MATERIAL FOR THIS TASK Start Marker

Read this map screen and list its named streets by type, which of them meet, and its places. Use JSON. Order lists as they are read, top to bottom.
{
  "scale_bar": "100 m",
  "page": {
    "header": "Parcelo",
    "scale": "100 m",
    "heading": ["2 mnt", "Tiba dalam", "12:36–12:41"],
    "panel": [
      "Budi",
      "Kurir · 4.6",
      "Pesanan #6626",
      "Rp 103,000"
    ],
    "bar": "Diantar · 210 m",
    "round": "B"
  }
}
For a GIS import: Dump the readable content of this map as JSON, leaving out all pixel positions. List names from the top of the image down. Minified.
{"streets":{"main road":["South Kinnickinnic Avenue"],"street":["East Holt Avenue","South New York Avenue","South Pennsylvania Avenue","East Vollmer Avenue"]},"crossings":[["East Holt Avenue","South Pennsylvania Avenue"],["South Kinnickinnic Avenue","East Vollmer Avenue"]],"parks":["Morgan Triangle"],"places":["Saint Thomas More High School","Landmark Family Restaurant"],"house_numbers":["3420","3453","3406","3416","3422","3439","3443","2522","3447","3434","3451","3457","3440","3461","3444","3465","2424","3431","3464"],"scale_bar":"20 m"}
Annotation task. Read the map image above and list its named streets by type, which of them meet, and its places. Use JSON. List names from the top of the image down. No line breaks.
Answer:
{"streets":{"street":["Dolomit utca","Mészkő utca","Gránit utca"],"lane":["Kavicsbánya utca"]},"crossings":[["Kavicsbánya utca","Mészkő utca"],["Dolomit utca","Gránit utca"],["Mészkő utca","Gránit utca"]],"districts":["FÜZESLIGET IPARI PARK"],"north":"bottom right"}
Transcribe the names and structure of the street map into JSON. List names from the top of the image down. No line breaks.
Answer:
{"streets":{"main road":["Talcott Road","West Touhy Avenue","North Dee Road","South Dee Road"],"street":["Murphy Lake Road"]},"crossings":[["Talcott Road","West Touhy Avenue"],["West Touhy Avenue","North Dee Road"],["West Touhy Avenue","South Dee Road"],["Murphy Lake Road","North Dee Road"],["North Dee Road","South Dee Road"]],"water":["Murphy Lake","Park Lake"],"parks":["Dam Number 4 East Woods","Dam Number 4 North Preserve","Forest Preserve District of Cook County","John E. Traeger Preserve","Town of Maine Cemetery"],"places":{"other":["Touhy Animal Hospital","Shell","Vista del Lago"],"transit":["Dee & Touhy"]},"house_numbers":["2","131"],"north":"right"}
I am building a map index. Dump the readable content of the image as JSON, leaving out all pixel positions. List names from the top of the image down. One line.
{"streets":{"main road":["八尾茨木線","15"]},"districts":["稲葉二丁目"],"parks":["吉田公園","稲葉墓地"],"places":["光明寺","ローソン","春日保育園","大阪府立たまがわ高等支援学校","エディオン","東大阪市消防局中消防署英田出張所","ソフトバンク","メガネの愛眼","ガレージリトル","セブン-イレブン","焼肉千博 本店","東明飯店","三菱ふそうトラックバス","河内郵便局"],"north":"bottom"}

MATERIAL FOR THIS TASK End Marker

WHAT YOU SHOULD DO
Search the entries above for "breaks". Show every line that has it.

REPLY
Annotation task. Read the map image above and list its named streets by type, which of them meet, and its places. Use JSON. List names from the top of the image down. No line breaks.
Transcribe the names and structure of the street map into JSON. List names from the top of the image down. No line breaks.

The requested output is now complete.